Mexican archeologists find rare sacrifice
MARK STEVENSON
Associated Press
MEXICO CITY - Archeologists digging through an Aztec temple say they've found a rare child sacrifice to the war god, a deity normally honored with the hearts or skulls of adult warriors.
The child found at Mexico City's Templo Mayor ruins was apparently killed sometime around 1450, in a sort of grim cornerstone ceremony intended to dedicate a new layer of building, according to archaeologist Ximena Chavez.
Priests propped the child - apparently already dead, since the sand around him showed no sign of movement - in a sitting position and workers packed earth around his body, which was then covered beneath a flight of stone temple steps.
Chavez said Friday there was no reference to child sacrifices to the war god Huitzilopochtli in accounts written by the Spaniards after the 1521 Conquest, showing the need for exhaustive digs to discover more about the long-controversial subject.
Some researchers say the Spaniards distorted or exaggerated accounts of human sacrifices by the Aztecs to justify their own brutal conquest; others defend the old accounts, but archeologists now say Mexico needs hard physical evidence to decide the truth.
"We are finding things here that writers of the earliest accounts did not mention, possibly because they were writing about things they didn't personally witness," said Chavez, of the National Institute of History and Anthropology.
"This child is unique," said Chavez, "because it is the first child dedicated to Huitzilopochtli." Warriors captured during battles with opposing cities were often sacrificed to the war god; in contrast, children have sometimes been found sacrificed to Tlaloc, the rain god.
The discovery announced Friday was also unusual because the child's body was found whole, and accompanied by whistles, collars, ankle bracelets of shells and copper bells - details normally reserved for honorific burials.

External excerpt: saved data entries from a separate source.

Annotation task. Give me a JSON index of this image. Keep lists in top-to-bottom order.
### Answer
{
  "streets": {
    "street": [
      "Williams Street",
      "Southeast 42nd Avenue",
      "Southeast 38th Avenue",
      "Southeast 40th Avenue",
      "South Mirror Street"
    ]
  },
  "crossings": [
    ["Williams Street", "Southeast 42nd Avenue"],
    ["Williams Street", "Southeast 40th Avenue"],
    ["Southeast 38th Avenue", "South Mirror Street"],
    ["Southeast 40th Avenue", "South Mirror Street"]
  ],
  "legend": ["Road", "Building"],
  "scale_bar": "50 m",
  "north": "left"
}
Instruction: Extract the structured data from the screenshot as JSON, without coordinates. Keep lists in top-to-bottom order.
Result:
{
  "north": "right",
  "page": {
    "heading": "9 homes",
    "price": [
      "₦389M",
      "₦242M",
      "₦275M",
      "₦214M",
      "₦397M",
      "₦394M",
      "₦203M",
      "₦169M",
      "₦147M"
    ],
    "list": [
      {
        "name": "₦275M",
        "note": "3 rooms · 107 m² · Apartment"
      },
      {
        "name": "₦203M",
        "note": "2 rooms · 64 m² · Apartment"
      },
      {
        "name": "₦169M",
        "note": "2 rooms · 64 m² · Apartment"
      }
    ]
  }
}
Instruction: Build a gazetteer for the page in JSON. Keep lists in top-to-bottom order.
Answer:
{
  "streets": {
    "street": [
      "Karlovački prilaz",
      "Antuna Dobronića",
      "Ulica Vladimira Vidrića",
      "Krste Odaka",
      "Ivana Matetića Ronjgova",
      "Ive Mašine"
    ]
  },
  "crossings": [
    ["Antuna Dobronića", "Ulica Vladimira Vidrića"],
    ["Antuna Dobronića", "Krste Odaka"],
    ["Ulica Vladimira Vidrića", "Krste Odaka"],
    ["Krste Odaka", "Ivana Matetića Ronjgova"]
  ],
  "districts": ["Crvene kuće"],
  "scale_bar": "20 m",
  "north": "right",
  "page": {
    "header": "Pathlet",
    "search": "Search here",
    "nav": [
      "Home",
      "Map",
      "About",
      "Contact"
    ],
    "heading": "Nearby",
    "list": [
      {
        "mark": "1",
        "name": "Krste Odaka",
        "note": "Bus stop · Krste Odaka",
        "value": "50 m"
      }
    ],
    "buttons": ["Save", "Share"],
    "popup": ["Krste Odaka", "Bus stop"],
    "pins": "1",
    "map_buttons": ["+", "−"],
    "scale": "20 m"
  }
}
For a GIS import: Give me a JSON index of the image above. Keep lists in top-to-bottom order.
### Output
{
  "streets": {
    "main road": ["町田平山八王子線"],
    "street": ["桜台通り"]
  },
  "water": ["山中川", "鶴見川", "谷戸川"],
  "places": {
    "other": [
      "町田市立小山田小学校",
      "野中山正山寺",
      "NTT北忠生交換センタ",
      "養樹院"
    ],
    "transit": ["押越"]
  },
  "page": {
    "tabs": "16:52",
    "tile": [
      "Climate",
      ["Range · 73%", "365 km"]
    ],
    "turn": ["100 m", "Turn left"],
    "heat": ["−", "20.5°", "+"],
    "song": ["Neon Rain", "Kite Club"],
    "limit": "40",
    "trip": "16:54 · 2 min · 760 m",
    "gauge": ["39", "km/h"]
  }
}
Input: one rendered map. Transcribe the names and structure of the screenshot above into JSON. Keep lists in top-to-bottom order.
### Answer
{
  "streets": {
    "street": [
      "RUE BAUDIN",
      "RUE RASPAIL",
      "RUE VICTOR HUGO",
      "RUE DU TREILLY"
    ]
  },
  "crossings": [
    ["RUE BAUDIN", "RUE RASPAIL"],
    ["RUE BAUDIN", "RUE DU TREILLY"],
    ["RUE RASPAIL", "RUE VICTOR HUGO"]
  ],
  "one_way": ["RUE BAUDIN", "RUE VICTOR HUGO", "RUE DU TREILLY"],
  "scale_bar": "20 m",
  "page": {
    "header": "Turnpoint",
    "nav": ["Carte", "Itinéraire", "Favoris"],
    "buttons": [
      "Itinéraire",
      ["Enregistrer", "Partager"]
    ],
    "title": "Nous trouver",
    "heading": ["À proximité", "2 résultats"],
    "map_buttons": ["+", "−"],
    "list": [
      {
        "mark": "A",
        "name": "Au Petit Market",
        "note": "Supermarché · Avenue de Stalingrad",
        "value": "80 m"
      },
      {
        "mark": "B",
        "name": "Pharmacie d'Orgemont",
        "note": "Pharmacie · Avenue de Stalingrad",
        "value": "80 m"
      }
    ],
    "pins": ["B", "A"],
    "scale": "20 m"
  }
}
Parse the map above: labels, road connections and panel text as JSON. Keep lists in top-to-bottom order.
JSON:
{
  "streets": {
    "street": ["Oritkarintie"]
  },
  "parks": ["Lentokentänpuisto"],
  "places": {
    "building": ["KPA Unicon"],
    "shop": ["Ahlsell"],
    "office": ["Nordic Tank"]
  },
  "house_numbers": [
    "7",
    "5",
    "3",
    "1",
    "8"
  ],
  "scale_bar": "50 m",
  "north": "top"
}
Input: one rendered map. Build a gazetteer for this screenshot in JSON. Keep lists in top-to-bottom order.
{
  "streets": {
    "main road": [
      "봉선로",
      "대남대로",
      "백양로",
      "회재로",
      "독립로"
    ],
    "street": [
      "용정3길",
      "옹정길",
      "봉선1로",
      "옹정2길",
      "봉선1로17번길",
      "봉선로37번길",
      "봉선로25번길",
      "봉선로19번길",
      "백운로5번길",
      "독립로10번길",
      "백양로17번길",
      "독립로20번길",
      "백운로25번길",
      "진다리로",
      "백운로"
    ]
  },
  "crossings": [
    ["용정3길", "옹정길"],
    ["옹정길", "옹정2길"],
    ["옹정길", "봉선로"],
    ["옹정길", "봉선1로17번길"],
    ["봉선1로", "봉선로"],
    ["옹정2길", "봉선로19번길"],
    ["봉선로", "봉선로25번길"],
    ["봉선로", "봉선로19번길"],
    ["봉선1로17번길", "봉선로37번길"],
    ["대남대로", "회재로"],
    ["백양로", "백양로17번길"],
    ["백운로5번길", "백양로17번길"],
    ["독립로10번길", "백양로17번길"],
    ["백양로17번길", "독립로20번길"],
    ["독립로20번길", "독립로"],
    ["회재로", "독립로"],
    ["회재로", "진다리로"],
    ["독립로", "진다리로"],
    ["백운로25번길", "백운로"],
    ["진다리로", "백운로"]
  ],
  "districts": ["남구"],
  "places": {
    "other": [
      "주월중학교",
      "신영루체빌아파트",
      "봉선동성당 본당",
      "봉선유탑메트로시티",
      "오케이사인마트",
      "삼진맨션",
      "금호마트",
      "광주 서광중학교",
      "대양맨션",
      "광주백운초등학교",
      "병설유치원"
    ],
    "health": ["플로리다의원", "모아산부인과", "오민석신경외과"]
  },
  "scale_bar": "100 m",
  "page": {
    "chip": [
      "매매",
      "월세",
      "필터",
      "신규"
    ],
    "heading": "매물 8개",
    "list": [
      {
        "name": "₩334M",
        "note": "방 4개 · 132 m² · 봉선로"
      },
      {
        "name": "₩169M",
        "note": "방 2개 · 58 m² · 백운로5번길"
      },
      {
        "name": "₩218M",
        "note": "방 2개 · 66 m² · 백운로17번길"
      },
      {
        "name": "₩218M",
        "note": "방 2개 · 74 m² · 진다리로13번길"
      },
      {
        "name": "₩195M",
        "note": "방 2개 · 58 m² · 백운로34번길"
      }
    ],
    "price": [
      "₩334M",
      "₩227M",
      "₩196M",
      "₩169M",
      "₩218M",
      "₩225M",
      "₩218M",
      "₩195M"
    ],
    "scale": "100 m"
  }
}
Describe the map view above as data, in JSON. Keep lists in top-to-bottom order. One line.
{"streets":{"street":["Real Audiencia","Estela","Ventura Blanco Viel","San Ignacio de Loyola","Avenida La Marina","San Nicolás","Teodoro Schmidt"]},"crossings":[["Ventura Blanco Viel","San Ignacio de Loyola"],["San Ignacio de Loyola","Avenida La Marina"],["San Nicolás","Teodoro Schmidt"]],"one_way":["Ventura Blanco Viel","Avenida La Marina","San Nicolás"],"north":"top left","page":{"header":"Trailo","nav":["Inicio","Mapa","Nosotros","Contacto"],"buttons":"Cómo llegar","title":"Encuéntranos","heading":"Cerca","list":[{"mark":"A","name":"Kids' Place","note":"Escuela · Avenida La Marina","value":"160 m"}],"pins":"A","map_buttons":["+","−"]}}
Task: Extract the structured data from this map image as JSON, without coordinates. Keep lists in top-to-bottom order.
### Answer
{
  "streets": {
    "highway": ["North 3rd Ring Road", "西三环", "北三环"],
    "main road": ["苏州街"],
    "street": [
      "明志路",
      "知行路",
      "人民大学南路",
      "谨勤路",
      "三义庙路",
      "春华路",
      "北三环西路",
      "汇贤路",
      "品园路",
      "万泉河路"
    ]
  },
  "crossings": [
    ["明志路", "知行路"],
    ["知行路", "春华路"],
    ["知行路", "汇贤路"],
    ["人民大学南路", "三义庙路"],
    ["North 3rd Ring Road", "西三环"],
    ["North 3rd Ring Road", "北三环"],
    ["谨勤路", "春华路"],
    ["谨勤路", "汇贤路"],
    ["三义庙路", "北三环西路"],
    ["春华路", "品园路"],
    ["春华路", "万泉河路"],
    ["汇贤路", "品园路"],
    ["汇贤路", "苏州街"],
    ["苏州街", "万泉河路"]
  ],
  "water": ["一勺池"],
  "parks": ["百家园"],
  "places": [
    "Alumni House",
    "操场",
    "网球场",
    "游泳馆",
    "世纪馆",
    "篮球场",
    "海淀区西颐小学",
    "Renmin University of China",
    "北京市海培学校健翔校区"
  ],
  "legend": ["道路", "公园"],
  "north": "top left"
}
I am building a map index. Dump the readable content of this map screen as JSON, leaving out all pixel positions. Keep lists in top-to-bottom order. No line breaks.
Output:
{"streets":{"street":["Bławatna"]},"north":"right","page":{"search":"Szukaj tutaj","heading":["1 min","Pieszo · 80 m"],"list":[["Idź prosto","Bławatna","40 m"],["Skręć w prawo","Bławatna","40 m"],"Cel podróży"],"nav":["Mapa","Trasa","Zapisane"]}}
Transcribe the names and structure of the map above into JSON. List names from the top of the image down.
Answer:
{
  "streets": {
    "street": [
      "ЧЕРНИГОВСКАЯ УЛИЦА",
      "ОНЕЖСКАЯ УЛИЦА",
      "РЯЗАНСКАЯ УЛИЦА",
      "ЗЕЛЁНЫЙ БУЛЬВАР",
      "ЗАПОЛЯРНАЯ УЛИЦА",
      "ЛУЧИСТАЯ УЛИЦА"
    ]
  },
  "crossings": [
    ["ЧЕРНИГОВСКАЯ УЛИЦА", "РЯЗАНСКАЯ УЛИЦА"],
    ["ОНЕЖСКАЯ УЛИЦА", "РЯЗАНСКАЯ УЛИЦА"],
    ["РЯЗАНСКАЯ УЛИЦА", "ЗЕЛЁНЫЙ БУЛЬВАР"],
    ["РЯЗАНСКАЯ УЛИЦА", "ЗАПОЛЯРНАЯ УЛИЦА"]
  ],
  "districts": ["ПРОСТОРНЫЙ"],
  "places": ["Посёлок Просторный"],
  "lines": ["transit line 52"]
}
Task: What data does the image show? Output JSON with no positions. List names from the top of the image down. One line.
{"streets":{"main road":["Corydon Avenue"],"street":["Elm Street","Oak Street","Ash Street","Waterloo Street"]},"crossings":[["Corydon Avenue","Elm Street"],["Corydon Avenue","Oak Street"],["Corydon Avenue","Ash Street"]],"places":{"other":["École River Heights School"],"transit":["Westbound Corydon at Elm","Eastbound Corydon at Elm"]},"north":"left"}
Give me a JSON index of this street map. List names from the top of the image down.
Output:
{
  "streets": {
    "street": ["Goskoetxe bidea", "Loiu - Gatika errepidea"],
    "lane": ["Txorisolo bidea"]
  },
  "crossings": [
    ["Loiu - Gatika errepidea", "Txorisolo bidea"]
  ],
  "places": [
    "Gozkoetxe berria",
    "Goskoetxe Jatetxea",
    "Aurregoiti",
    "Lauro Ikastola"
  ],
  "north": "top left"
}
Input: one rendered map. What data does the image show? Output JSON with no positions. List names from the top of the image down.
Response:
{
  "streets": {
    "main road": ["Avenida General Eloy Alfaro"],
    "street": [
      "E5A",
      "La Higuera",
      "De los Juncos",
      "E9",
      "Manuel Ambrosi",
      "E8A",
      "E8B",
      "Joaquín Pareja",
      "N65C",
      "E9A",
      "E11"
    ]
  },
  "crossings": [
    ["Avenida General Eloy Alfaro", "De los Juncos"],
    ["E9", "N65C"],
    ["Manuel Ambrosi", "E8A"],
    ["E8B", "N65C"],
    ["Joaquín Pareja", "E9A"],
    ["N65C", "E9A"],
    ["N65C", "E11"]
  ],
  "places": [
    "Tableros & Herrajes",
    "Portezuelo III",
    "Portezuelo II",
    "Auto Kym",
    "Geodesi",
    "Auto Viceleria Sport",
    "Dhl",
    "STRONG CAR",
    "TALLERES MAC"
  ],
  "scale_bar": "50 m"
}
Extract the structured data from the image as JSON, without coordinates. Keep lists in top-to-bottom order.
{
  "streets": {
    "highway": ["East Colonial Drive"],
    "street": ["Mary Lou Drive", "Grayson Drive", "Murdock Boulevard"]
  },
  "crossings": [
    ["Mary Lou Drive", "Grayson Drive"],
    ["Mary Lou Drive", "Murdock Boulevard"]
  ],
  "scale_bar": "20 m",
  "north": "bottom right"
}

Many sacrifice victims had body parts removed or were dumped willy-nilly into pits.
Researchers are still working to determine with certainty the sex, age and cause of death of the child whose skeletal remains were found in the test trench. But the careful placement of the child's body - and the ceremonial objects found with him - are strong indications that the child was sacrificed.
Carmen Pijoan, a prominent forensic anthropologist who did not participate in the dig, said that child sacrifices are sometimes found whole, but that it did appear unusual for a child to be sacrificed to the war god.
Chavez said the child's killing had to be understood in the context of Aztec beliefs.
"They say this action of (human) sacrifice as a life-giving activity," she said, noting they thought the deaths would bring rain, help crops and give life to the community.
In recent years archaeologists have found mounting physical evidence that corroborates the Spanish accounts of human sacrifices in substance, but which indicates that some Spanish accounts exaggerated the number of victims.